(Supplied material):
+ + +

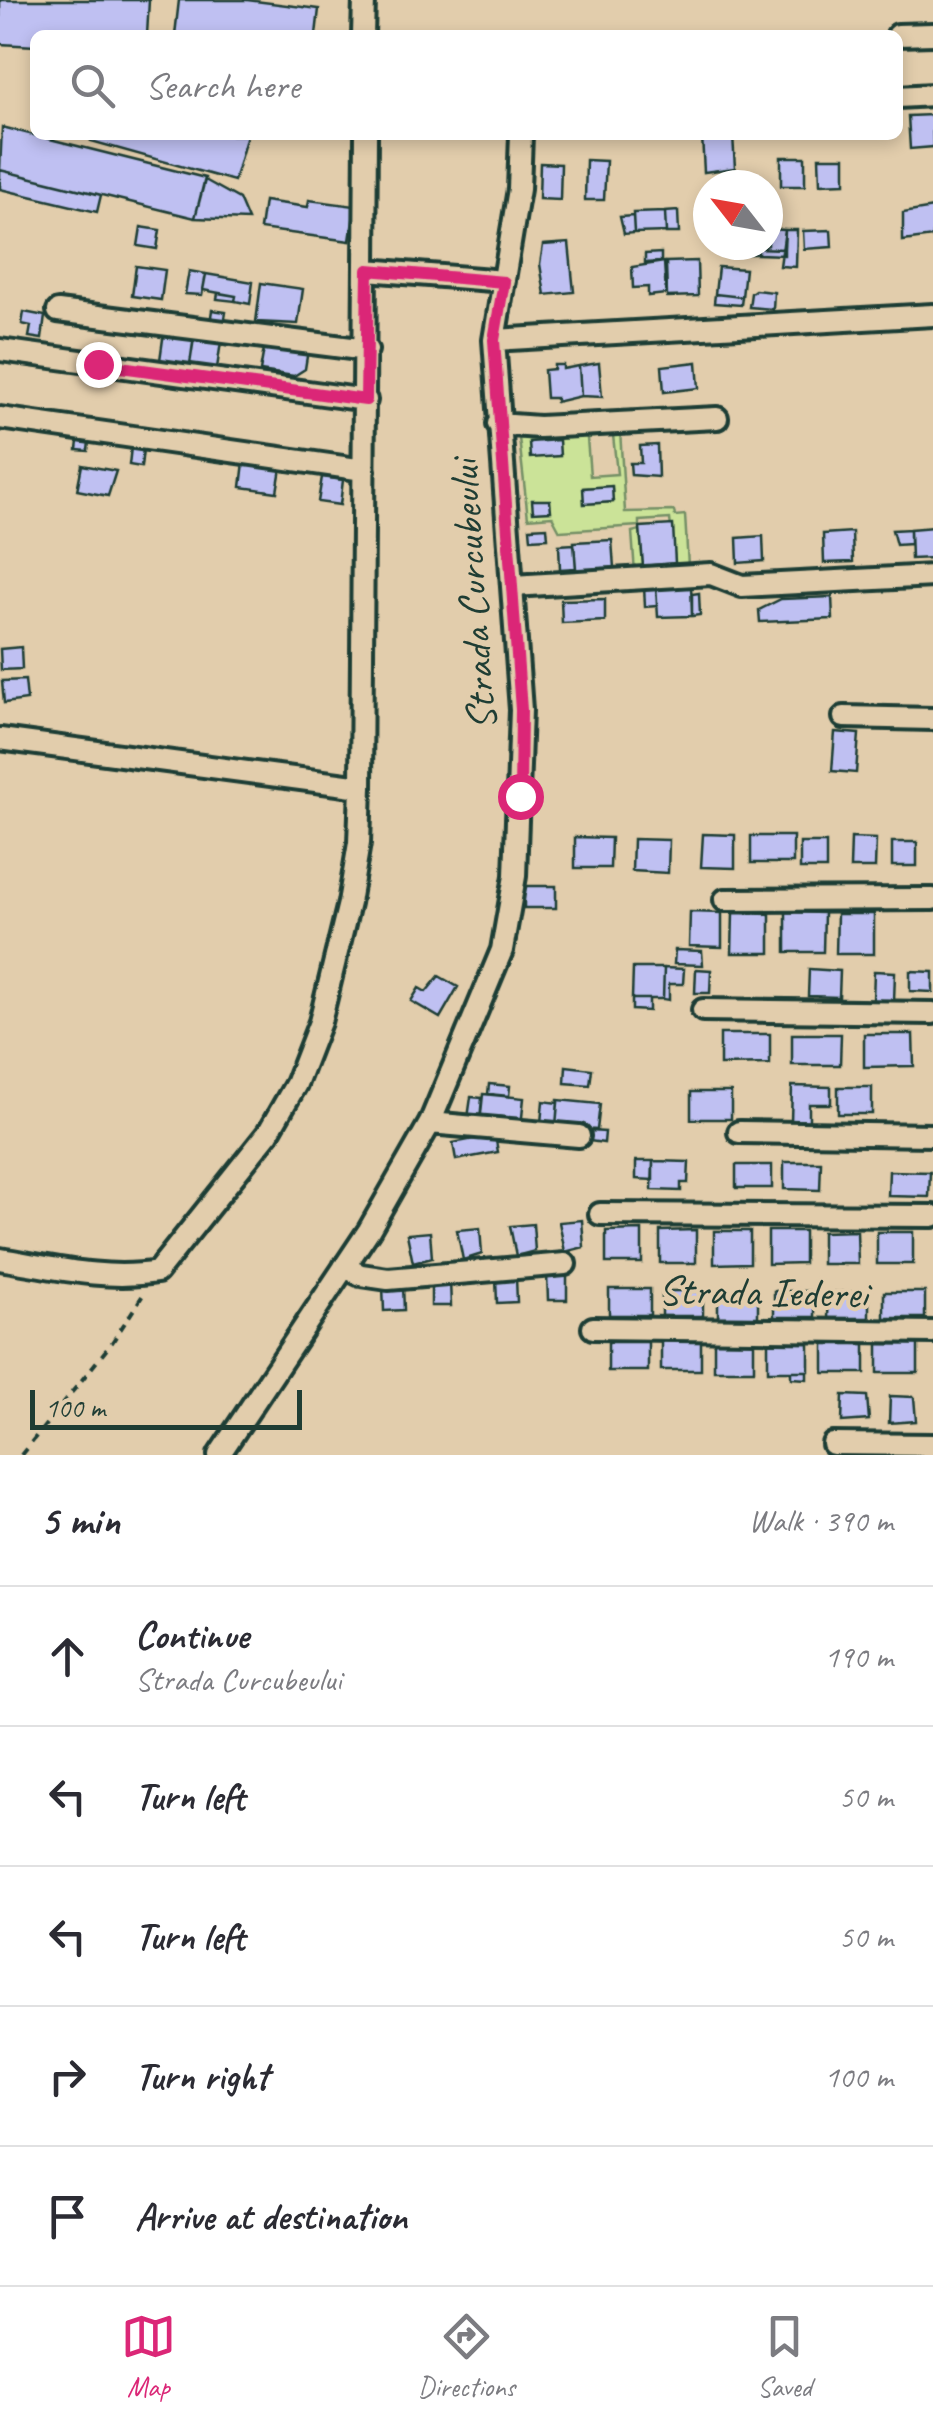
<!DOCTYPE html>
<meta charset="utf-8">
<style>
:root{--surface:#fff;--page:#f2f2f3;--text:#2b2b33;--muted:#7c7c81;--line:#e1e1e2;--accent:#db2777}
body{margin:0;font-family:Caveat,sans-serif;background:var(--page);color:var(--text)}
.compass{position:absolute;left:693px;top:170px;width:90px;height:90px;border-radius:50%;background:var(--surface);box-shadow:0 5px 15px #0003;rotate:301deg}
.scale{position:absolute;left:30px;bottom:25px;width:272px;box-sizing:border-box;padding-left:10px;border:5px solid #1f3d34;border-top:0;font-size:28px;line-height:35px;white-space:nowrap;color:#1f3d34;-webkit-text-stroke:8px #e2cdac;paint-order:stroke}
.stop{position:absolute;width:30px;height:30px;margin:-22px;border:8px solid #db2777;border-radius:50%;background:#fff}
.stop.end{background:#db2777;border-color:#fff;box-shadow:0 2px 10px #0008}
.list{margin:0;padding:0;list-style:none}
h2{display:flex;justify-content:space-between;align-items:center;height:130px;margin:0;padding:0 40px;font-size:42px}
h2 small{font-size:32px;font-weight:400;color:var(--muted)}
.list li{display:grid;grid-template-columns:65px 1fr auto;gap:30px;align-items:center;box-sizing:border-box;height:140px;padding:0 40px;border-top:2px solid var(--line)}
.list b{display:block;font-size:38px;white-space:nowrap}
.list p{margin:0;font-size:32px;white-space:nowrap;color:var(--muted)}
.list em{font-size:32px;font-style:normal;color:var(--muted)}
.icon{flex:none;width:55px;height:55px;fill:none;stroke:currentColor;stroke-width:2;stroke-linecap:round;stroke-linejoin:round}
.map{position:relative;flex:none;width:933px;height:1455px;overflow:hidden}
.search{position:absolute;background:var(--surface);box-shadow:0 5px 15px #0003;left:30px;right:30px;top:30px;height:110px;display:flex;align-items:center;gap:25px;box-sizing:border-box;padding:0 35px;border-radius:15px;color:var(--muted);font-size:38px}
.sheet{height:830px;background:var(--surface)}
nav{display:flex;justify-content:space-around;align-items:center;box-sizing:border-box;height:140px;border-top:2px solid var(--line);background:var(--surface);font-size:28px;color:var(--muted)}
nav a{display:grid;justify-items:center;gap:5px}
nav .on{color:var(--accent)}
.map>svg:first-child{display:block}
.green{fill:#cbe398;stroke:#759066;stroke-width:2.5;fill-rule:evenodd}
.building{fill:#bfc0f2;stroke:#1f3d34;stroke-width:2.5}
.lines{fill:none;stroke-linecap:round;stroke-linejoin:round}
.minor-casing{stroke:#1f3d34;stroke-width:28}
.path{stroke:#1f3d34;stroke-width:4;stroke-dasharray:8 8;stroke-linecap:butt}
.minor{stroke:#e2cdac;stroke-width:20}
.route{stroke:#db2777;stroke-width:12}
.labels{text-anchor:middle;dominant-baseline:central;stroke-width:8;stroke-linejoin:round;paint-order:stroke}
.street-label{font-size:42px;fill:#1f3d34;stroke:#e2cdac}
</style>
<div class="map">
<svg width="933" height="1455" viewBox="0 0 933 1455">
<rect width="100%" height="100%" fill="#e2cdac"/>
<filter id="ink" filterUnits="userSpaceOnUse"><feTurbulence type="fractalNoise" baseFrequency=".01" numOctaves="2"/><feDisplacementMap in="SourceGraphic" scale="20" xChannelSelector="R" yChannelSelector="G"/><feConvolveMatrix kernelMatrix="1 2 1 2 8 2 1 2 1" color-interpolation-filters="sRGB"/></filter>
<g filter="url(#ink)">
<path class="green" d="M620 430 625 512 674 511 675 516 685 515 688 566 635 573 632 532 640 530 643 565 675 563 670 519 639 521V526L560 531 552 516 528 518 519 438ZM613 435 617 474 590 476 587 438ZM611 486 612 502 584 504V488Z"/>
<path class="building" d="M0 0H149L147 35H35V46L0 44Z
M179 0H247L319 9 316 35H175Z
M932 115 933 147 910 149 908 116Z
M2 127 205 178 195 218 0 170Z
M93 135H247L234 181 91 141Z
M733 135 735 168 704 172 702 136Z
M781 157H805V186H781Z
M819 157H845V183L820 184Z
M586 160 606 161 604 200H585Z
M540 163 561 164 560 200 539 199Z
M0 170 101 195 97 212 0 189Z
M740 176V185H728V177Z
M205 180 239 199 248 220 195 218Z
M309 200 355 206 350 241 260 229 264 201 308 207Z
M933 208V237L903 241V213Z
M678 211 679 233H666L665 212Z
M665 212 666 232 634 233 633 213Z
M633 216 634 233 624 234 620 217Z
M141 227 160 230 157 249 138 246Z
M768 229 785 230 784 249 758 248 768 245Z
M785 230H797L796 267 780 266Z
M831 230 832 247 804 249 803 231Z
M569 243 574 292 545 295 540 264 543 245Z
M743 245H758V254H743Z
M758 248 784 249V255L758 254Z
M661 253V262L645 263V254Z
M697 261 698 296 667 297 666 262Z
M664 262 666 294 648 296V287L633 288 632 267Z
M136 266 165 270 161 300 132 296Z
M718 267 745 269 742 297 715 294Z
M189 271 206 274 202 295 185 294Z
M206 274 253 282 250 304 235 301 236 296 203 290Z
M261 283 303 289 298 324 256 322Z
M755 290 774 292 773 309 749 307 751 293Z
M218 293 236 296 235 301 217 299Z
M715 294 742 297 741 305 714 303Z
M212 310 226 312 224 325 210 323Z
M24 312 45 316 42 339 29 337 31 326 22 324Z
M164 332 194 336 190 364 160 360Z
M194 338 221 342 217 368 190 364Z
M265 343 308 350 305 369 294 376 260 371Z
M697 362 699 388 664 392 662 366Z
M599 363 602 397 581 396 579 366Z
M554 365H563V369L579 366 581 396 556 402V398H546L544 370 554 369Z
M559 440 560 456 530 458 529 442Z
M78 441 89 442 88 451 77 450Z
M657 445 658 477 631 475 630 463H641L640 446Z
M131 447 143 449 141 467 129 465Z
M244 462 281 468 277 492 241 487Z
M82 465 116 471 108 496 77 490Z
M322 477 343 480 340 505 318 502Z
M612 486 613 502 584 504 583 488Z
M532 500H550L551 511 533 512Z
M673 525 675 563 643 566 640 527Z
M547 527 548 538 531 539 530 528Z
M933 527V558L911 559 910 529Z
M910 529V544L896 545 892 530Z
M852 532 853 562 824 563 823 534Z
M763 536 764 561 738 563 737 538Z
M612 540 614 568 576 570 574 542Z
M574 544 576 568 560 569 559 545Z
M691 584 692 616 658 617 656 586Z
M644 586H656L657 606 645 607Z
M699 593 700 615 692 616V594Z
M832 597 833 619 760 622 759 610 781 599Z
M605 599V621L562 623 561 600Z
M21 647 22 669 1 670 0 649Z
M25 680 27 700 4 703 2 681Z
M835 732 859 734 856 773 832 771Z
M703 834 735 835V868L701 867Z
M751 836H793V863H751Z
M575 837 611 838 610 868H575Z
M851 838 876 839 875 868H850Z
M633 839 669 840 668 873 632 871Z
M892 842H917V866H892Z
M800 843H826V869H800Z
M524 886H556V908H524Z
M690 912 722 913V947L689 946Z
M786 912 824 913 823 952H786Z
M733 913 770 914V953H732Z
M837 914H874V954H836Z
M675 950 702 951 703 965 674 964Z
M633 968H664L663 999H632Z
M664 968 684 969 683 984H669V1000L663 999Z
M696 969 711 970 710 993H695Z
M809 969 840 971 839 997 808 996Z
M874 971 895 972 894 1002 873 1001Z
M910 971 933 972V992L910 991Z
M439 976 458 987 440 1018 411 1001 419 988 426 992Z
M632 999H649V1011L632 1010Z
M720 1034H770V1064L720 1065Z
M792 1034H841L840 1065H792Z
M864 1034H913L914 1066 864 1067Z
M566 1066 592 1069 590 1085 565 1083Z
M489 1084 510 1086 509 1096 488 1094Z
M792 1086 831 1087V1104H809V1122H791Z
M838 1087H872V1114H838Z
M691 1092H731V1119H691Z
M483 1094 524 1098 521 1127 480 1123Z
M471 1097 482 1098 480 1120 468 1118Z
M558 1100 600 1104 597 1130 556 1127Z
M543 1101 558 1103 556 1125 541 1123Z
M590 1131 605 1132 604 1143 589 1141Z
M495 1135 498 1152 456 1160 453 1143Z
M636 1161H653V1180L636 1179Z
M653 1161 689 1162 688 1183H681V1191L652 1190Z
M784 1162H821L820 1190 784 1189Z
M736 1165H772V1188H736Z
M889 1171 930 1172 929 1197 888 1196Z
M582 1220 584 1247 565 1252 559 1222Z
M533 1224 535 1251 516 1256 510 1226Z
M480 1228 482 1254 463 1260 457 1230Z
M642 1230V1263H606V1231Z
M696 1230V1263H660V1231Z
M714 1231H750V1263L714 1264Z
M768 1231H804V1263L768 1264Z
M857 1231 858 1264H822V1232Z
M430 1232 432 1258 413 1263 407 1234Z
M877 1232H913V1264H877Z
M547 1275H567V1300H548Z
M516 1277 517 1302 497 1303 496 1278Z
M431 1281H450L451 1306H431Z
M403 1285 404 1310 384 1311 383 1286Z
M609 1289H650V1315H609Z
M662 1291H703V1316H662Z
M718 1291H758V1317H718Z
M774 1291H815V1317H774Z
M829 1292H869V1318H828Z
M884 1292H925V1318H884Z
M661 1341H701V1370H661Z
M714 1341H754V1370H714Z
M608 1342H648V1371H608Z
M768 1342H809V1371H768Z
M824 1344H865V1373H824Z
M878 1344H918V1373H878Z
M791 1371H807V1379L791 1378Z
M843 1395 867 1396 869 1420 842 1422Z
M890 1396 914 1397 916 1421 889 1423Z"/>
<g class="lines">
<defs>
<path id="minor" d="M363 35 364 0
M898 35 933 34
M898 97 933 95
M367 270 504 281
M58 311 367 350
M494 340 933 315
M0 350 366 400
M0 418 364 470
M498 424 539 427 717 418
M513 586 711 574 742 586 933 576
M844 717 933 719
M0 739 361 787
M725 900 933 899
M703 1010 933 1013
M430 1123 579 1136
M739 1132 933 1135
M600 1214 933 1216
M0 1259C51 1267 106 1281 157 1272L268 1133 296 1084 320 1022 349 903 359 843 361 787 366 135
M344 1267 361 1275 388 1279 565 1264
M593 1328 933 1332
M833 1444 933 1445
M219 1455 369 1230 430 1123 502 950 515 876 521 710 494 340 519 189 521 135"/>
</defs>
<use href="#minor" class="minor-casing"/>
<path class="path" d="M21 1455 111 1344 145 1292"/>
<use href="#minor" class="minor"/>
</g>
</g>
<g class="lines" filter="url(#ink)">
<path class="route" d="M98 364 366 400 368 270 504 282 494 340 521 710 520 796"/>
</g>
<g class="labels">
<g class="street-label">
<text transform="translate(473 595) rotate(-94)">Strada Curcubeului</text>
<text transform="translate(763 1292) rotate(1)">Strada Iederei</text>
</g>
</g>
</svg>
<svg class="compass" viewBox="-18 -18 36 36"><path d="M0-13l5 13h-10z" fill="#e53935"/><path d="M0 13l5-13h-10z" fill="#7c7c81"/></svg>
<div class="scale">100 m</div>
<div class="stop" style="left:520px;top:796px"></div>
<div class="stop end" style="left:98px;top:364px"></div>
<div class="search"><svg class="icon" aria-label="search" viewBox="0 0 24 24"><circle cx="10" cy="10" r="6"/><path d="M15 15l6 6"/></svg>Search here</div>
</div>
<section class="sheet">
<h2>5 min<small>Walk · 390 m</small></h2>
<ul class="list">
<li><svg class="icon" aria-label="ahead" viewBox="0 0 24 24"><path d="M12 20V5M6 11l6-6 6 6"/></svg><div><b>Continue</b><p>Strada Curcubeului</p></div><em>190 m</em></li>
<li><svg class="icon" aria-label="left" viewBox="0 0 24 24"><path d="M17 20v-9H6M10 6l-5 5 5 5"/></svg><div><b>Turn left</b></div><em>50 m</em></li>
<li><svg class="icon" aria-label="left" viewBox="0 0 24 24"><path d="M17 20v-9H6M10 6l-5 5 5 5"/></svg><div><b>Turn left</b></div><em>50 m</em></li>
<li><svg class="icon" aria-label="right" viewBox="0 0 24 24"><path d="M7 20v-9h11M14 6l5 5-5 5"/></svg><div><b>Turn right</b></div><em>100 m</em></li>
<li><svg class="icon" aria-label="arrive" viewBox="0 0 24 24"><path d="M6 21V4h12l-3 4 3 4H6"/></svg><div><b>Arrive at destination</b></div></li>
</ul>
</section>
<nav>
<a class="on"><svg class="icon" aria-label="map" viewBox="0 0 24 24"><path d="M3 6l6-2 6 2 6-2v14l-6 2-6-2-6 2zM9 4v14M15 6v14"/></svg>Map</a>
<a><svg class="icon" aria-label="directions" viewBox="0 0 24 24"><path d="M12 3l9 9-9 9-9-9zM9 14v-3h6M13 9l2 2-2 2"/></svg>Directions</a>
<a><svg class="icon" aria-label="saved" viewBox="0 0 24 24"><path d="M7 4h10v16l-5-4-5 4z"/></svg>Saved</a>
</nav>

+ + +

(Assignment): Gather all lines from the records above in which "linecap" appears.

(Exercise result):
.icon{flex:none;width:55px;height:55px;fill:none;stroke:currentColor;stroke-width:2;stroke-linecap:round;stroke-linejoin:round}
.lines{fill:none;stroke-linecap:round;stroke-linejoin:round}
.path{stroke:#1f3d34;stroke-width:4;stroke-dasharray:8 8;stroke-linecap:butt}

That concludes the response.